Famed for once housing one of Europe's biggest prisons, working-class Carabanchel has been dubbed the Spanish capital's SoHo in Time Out's 2023 ranking of the world's best neighbourhoods.

Madrid's Carabanchel neighbourhood named third coolest in the world
Madrid's Carabanchel has been named third-coolest in the world. Photo: Luis García (Zaqarbal) / Wikimedia Commons

Every year, Time Out scours the globe to find the world’s coolest neighbourhoods and this year’s list of the top 40 crowns Madrid’s Carabanchel number three.

The only neighbourhoods to rank higher than Carabanchel are Laureles in Medellín (Colombia) at number one and Smithfield in Dublin (Ireland) at number two.

Travel publisher Time Out states that this year’s choices are places with big personalities.

“Each area’s diversity is reflected in its food, culture and festivals. Community is key: locals have banded together to rebuild their neighbourhood after disaster, to protest the demolition of much-loved cultural venues or simply to create spaces where people can come together and have some fun”.

Carabanchel lies outside the Madrid M30 ring road and is located to the south of the centre, one of the poorer areas of the capital.

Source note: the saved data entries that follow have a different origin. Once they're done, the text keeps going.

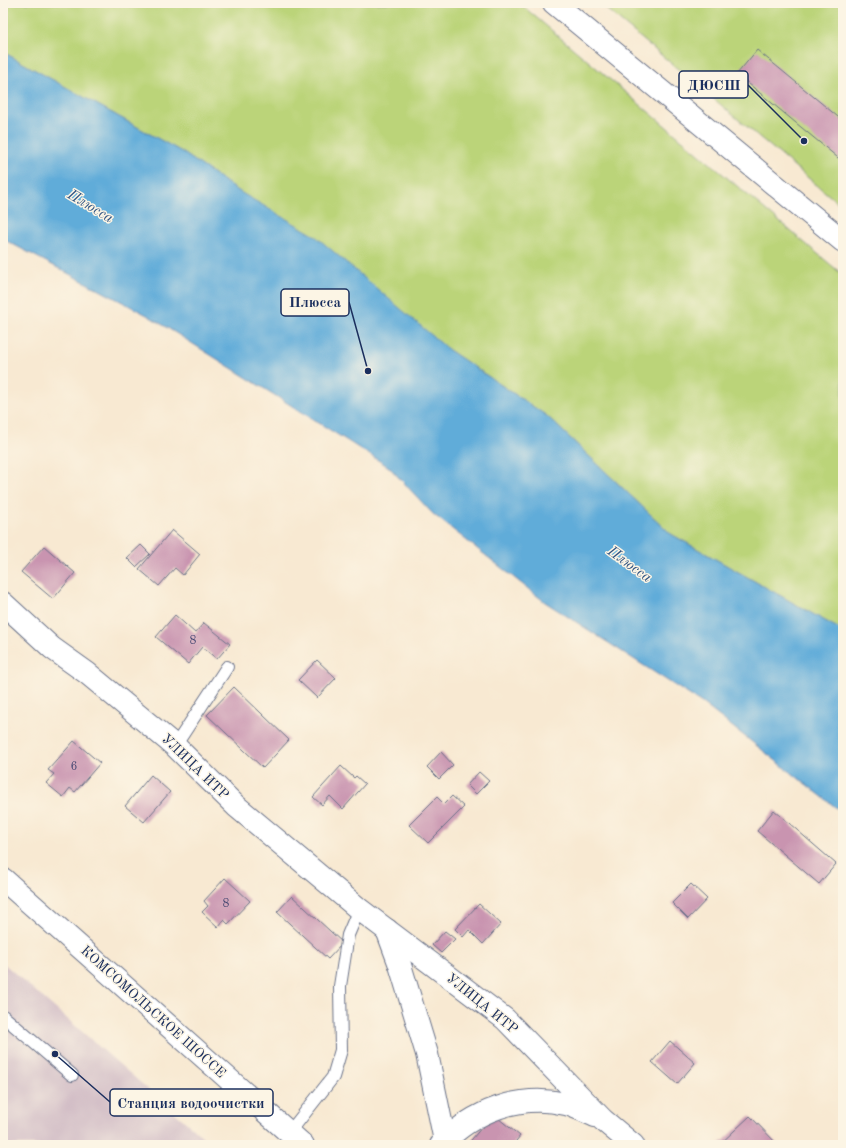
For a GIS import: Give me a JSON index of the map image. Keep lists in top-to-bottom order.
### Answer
{
  "streets": {
    "street": ["УЛИЦА ИТР", "КОМСОМОЛЬСКОЕ ШОССЕ"]
  },
  "water": ["Плюсса"],
  "places": ["ДЮСШ", "Плюсса", "Станция водоочистки"],
  "house_numbers": ["8", "6", "8"]
}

Right up until 1998, the neighbourhood was dominated by one of Europe’s biggest prisons. Built between 1940 and 1944, it was constructed by political prisoners after the Civil War and shaped the grittiness of the neighbourhood for over half a century.

READ ALSO: What are Madrid’s most affordable neighbourhoods to rent in?

Since the prison closed and was eventually razed to the ground, the neighbourhood has undergone a grand transformation, with galleries and craft beer breweries popping up alongside local community establishments and family favourites that have existed for years.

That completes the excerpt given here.